Элейн я дал ровно час пятнадцать минут, как она просила. Половину этого срока пришлось провести ничуть не более осмысленно, чем двое бездельников с Восьмой авеню, — спрятавшись в холле здания через дорогу от дома, в котором жила Элейн. Люди заходили в дом и выходили из него, но все они были совершенно незнакомы мне. Собственно говоря, я не совсем представлял себе, кого именно я выслеживаю — Мотли, очевидно, но он так и не появился.

Выждав ровно час, я вошел в дом Элейн и представился охраннику. Тот набрал номер и передал мне трубку телефона. Элейн спросила, кто именно автор рисунка; помедлив секунду, я сообщил ей, что его сделал Галиндес. Затем я передал трубку охраннику и подождал, пока Элейн попросит его пропустить меня к ней. Когда я постучал в дверь, Элейн сперва открыла дверь на цепочку, удостоверилась, что это в самом деле я, и лишь потом пропустила меня к себе.

— Извини, — сказала она. — Понимаю, что это все ужасно глупо, но...

— Да нет, все в порядке. — Я сразу же прошел к кофейному столику, на котором красовался яркий букет цветов, резко контрастировавший с черно-белым убранством комнаты.

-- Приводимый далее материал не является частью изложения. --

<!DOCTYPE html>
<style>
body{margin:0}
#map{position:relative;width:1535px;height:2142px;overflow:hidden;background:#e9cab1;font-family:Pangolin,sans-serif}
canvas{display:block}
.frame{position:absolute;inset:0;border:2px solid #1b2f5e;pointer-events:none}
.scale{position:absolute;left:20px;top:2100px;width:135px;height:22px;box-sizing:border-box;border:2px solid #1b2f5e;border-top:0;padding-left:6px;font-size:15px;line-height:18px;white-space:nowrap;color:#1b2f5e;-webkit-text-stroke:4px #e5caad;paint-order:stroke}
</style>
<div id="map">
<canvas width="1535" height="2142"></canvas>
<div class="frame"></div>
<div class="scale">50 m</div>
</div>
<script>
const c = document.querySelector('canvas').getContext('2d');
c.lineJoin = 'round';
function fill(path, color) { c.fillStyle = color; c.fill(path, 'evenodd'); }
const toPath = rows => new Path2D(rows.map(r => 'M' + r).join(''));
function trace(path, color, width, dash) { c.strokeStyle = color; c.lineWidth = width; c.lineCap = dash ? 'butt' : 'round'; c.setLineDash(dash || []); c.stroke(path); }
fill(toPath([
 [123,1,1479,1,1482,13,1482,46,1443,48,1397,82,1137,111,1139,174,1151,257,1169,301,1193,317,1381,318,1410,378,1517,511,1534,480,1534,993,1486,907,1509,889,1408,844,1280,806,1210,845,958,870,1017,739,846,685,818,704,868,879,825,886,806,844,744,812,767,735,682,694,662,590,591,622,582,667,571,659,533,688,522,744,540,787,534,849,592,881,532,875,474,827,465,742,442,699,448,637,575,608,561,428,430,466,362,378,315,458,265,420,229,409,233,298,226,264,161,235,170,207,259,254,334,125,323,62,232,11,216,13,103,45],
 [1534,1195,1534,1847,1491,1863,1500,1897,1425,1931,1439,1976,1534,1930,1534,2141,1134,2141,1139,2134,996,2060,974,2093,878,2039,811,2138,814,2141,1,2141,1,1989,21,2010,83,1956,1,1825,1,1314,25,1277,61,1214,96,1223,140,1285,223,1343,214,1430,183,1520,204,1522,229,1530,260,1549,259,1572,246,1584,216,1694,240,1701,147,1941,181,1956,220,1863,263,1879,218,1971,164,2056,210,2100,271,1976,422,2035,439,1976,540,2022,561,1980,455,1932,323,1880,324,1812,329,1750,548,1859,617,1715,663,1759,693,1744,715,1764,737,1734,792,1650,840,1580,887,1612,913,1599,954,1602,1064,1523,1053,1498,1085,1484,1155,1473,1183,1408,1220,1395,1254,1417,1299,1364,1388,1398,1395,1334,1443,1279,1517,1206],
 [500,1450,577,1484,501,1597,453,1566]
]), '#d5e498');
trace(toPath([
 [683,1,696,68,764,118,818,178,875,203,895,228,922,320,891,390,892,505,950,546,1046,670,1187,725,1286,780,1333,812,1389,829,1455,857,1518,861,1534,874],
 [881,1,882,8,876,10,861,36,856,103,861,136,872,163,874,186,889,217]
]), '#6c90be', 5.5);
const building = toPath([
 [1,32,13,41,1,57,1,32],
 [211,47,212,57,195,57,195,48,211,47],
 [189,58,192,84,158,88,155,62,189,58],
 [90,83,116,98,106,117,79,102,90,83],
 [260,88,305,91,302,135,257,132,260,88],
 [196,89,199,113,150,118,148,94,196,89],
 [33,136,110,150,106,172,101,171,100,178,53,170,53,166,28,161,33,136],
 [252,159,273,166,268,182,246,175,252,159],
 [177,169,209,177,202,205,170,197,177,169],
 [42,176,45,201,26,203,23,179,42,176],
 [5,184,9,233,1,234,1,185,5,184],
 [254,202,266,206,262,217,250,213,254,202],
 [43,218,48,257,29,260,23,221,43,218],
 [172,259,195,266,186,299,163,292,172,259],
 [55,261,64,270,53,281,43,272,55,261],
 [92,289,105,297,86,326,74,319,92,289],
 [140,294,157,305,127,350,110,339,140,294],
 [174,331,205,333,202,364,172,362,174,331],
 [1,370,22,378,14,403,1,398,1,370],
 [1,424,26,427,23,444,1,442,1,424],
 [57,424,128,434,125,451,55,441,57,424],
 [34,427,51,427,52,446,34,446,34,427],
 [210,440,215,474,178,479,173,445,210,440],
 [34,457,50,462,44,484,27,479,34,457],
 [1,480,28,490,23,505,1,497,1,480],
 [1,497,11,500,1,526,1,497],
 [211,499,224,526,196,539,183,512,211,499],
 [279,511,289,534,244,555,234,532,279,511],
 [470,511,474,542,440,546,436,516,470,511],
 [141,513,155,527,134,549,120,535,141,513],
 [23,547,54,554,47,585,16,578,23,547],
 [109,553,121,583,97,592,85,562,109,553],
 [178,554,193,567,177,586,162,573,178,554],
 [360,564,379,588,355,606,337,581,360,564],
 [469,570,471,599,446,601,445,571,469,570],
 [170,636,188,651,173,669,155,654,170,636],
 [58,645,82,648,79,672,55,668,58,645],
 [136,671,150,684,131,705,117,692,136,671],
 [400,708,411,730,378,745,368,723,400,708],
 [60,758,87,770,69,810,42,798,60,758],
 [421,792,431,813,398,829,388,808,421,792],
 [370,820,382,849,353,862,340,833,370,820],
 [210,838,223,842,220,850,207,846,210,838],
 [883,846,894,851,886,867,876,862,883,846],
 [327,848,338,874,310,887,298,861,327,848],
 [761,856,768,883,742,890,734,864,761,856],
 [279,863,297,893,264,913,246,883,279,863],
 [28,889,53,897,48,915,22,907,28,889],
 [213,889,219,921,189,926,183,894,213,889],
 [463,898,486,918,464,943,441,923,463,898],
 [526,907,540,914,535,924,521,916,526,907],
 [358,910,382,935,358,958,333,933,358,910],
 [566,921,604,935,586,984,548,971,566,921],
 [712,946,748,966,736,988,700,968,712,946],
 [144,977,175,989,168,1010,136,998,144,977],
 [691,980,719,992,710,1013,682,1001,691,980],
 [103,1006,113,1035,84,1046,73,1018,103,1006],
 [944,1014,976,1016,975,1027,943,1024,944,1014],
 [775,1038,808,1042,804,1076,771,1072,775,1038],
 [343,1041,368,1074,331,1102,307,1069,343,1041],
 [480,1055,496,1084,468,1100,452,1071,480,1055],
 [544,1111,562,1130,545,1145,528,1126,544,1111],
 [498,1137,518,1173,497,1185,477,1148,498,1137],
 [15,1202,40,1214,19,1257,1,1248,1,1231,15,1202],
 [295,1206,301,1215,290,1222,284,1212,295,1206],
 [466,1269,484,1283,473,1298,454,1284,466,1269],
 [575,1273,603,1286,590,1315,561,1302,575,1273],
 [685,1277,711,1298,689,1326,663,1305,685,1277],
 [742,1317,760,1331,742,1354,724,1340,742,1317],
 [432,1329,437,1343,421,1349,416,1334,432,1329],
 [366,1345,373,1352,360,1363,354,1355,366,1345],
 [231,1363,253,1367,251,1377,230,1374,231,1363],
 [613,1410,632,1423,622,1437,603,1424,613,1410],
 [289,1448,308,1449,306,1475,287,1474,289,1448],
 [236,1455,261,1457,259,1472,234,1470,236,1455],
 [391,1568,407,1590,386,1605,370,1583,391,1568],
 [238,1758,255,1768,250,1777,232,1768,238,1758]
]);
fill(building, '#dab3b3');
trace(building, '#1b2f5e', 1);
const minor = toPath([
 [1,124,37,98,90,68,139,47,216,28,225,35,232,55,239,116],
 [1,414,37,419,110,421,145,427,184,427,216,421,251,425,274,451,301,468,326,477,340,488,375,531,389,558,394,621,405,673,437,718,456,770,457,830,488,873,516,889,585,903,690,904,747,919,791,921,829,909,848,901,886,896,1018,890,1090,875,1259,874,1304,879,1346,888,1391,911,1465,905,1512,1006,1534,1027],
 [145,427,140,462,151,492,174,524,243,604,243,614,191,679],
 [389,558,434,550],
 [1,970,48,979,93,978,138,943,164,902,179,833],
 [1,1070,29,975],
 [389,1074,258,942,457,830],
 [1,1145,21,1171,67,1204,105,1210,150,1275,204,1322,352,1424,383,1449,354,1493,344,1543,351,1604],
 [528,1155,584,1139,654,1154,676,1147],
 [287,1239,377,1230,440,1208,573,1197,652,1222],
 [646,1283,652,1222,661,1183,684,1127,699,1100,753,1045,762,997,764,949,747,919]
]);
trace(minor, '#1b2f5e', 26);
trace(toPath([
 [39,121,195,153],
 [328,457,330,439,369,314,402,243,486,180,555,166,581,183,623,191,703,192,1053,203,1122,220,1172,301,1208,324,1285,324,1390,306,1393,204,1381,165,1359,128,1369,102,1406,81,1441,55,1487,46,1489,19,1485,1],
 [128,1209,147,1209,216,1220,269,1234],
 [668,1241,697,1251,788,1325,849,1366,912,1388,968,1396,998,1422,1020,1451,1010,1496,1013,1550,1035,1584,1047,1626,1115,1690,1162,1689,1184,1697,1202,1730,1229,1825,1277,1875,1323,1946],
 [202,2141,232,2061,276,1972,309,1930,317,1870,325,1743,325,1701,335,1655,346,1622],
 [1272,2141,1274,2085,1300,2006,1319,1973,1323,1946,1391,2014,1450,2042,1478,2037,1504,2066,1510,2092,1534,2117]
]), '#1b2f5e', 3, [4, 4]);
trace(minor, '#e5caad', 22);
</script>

Названий всех цветов я не знал, однако среди них были известные мне «райские птички» и антериумы, поэтому мысленно я оценил стоимость букета в семьдесят пять долларов.

Элейн приблизилась и нежно поцеловала меня. На ней в этот раз была желтая шелковая блузка и темные шаровары; ноги были босыми.

— Понял, что я имела в виду? — сказала она. — Сегодня они еще прекраснее, чем вчера.

— Тебе виднее, — скептически произнес я.

— Некоторые бутоны только начинают распускаться. — Элейн недоуменно посмотрела на меня, а потом поинтересовалась, что именно я имею в виду.

— Дело в том, Элейн, что никаких цветов я тебе не посылал, — объяснил я.